Rick Boyko, chief creative officer at Ogilvy & Mather, wants to know what products are supposed to be aimed at mature consumers outside of health, financial services, luxury autos and travel. "We have the disposable dollars. But as hard as it is to admit, we don't set the trends anymore," says Boyko, 54, about his generation.

Turning the ad industry is like turning a ship, but some marketers are already taking the lead.

Shatner, the 71-year-old actor of Star Trek fame and endorser for Priceline.com, is the last pitchman standing from the dot-com wars. "Bill put us on the map," says Brett Keller, chief marketing officer of the travel service.

In beauty care, L'Oreal is using fiftysomething model Dayle Haddon to pitch its new Age Perfect line of skin-care products for women ages 50 to 70.

In the financial services sector, 80-year-old actor Steven Hill is going strong for online investing firm TD Waterhouse.

And Toyota is getting strong reaction to new ads with Sir Edmund Hillary, the 83-year-old conqueror of Mount Everest. "He's the real deal," Gilbert says.

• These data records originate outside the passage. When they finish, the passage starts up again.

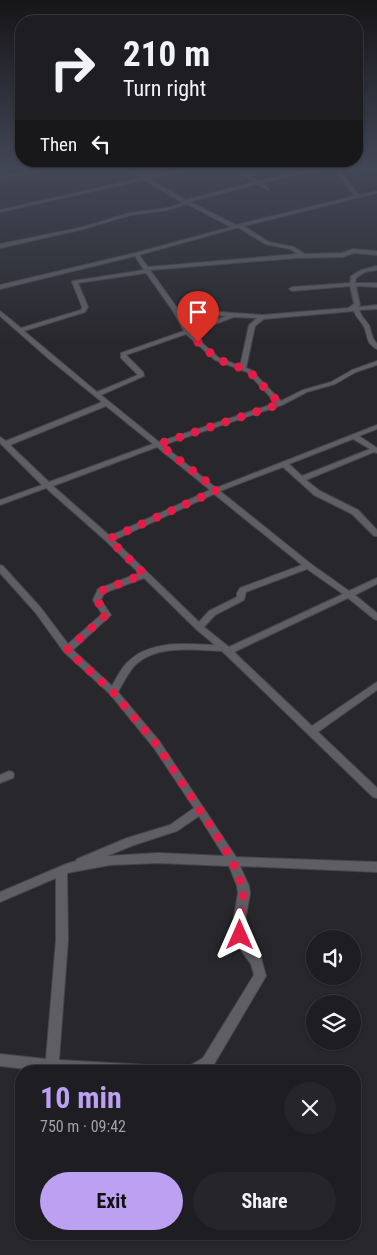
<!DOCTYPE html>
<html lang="en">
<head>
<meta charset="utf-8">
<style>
  body { margin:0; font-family:"Roboto Condensed",sans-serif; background:#26262a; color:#f1f3f6; height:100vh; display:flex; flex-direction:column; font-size:19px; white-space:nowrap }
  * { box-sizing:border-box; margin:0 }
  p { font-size:16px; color:#a1a2a5 }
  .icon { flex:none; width:28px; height:28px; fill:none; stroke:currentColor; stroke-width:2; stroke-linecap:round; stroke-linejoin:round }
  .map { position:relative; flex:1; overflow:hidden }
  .panel { position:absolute; left:15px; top:1065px; width:346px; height:175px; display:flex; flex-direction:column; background:#1e1d21; border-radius:20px; box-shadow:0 1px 4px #0004,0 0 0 1px #3c3b3f }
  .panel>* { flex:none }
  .top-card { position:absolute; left:15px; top:15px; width:348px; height:152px; border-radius:20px; box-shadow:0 1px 4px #0004,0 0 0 1px #3c3b3f; background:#1e1d21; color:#f1f3f6; overflow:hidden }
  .controls { position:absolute; left:306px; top:930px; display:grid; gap:10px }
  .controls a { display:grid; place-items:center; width:55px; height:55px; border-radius:50%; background:#1e1d21; box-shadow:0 1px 4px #0004,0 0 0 1px #3c3b3f; font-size:25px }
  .pin { position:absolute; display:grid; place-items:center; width:42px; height:42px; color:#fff; margin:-51px -21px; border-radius:50% 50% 50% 0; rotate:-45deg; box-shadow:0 0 5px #0007 }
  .pin .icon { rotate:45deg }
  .me { position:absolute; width:55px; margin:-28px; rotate:0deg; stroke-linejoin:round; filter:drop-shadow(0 0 4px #0008) }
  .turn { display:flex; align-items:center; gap:18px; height:105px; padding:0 25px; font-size:22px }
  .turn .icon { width:65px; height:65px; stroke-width:2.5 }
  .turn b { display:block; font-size:35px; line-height:42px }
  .then { display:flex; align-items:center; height:48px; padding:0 25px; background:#0003; gap:10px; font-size:19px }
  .round { display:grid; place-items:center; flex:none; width:52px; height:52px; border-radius:26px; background:#26262a }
  .summary { display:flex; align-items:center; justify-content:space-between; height:85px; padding:0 25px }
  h1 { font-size:30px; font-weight:700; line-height:38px; color:#bca0f2 }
  .button { display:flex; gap:10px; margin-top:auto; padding:10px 25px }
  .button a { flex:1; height:58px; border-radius:30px; background:#bca0f2; color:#111; font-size:20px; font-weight:700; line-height:58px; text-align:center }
  .button a+a { background:#26262a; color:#f1f3f6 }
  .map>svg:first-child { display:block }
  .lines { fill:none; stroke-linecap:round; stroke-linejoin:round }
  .street-casing { stroke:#46454a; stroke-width:2 }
  .street { fill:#5f5e64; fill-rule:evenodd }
  .route { stroke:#e11d48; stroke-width:9; stroke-dasharray:0 16.2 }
</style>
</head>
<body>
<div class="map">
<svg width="377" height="1255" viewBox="0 0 377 1255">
  <rect width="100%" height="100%" fill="#28272c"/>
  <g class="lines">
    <defs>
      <path id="street" d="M42,168H51L0,179V177Z
        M124,168H130L145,177L182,168H191L149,179L186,200L254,182L242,175L244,173L258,181L319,168H328L262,183L269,189L267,190L257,184L190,202L236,225L355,196L337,173L338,169L347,168L342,171L341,173L359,195L377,191V193L244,226L269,242L294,247L305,254L342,253L353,249L377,251V255L354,253L343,257L296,258L150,270L178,309L262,315L348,308L354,304L350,286L292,291L289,289L292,287L350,283L351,276L361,270L377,266V270L365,272L356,278L355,283H377V287L356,286L360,305L358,307L377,305V309L359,310L362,316L369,325L373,338L377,344V349C364,342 369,335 363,325C359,319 356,317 354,311L264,319L255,326L246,368L251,370L281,401L303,390L331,382L352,370L377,361V365L356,372L335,384L307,392L282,405L163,445L216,488L377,425V429L359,436L377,448V453L374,452L306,480L320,491L358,510L377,530V536H374L352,514L314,495L283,467L220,491L311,564L349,591L377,578V584L355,595L377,613V620L374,619L348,598L234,652L312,726L377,682V690L318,732L377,788V798L373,797L222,651C195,650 157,644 135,665C128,673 123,683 118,692L160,742L236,857L377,862V872L240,866L249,886L250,893L246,916L247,935L249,943L261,958L266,976L213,1066L205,1071H188L189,1066L203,1058L254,975L251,964L240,949L235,935L234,916L238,893L237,886L229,866L158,863L110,865L67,873L68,940L59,1060L147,1065L152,1066L153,1071H42L0,1066V1054L46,1059L56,940V878L0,902V892L66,864L76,861L77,859L127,838L170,825L194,808L154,748L110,694L64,652L35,612L0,573V565L3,566L41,608L68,644L102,614L93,600L98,589L139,573L106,541L46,488L0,505V500L42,485L0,443V437L6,441L102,402L49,359L0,316V311L21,328L81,310L82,307L72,282L73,281L144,270L135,256L0,289V285L135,253L231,227L187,204L168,210L131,215L84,229L0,248V244L83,227L130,213L167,208L183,203L144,180L0,212V210L141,178ZM236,228H239L265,244L290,249L298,254L148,267L139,255ZM146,273L173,311L184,331L121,353V358L138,375L97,392L24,331L85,312L88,307L78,283ZM180,313L227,316L189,329ZM234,317L257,318L249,325L240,366L219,358L191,333ZM186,334L215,360L247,372L276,403L159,442L101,395L144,376L143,372L126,355ZM106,406L153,444L49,482L10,445ZM353,439L370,449L302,476L289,464ZM157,447L210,490L110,536L53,486ZM214,494L302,565L240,588L237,593V597L209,611L199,622L114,540ZM307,569L343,594L229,647L204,627L215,615L244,600L246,592ZM144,578L196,629L215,645C187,644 152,640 130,660C122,666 117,677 112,686L73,650L111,615L101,600L104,593ZM199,816L224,856L158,853L107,856L134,845L177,831Z
        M371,168H377V171L371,169Z
        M9,771L13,772L14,775L13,778L0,783V775Z"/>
    </defs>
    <!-- street casing -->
    <use href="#street" class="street-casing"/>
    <!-- street -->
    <use href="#street" class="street"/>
  </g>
  <!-- sky -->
  <linearGradient id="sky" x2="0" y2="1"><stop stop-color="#161518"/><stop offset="0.49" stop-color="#424756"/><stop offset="1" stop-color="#424756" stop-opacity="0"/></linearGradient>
  <rect width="377" height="344" fill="url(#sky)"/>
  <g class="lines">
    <!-- route -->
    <path class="route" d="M198,342L217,359L249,371L280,404L159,444L217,490L109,539L144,574L101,591L97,600L106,615L67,650L113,692L157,745L217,836L232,860L244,890L240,916V935"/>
  </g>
</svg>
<div class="controls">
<a><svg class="icon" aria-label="sound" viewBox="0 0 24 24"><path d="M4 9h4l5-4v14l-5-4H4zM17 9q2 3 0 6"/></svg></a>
<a><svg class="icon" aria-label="layers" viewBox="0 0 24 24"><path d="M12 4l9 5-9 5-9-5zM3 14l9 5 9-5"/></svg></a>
</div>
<div class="pin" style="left:198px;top:342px;background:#d93025"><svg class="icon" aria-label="arrive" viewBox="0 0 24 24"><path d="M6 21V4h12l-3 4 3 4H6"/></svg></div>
<svg class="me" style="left:240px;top:935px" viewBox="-20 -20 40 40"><path d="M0-17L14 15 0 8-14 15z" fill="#e11d48" stroke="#fff" stroke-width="4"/></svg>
<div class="top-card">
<div class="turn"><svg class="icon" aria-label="right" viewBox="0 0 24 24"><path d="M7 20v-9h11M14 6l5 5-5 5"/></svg><div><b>210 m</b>Turn right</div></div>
<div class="then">Then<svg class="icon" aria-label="left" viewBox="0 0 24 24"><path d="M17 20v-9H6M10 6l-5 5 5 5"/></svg></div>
</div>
<section class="panel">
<div class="summary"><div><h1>10 min</h1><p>750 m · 09:42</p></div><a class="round"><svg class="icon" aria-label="close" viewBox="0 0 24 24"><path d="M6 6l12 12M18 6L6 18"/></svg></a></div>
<div class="button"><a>Exit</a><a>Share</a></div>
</section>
</div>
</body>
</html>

Mature consumers are also moving targets because their own definition of "old age" keeps changing. On average, mature consumers now consider "old age" to start at 72, not 65, according to research by RoperASW. The older they get, the older "old" seems: Consumers younger than 50 say "old age" starts at 68; those older than 50 say it starts a decade later at 78, according to research.

The "spillover" strategy is a pretty smart move when going after mature consumers who are young at heart. DeMott recently dropped $1,200 on an iMac because it "looks young and modern looking." Her daughter teases her about dressing like a kid.

"I'm 52, but I still feel young," DeMott says. "I have a hard time believing I'm that old."